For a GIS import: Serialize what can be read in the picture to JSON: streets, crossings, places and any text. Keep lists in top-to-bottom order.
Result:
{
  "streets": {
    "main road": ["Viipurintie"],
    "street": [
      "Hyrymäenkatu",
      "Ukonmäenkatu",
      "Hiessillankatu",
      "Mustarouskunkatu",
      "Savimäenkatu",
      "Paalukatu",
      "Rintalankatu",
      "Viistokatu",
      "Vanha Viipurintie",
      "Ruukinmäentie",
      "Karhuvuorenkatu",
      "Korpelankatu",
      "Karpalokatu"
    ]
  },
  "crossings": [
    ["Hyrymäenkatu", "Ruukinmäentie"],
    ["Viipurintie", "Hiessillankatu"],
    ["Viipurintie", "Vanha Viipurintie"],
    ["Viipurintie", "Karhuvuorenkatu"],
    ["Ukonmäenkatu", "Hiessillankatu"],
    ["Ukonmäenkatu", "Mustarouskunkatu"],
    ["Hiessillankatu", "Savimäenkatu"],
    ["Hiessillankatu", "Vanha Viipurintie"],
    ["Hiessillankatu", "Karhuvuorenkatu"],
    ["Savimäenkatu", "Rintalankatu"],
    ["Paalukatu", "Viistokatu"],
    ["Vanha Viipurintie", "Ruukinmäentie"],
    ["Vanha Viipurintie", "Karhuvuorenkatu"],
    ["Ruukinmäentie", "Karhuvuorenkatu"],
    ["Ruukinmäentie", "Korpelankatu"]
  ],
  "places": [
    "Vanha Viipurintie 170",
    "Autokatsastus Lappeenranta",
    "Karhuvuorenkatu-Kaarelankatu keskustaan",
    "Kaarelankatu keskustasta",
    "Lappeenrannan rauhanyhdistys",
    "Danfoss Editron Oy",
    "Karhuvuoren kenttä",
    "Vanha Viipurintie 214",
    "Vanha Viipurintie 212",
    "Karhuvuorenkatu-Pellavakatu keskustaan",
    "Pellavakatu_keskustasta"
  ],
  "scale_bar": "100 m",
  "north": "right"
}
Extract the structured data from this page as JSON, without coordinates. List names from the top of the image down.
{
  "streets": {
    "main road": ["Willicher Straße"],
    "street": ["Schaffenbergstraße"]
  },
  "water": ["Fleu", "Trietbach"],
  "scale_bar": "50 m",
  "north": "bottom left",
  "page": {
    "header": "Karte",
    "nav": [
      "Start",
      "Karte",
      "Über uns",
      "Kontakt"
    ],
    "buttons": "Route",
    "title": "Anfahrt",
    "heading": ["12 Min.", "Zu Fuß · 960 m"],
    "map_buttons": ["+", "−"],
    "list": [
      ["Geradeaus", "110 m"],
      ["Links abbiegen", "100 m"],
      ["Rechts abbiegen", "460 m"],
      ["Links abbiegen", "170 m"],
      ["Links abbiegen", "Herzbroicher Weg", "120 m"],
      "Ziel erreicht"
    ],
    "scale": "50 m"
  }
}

########

:: Task to carry out ::
Determine how many of the lines above include the word "Ruukinmäentie", then give that number and nothing else.

:: Worked solution ::
5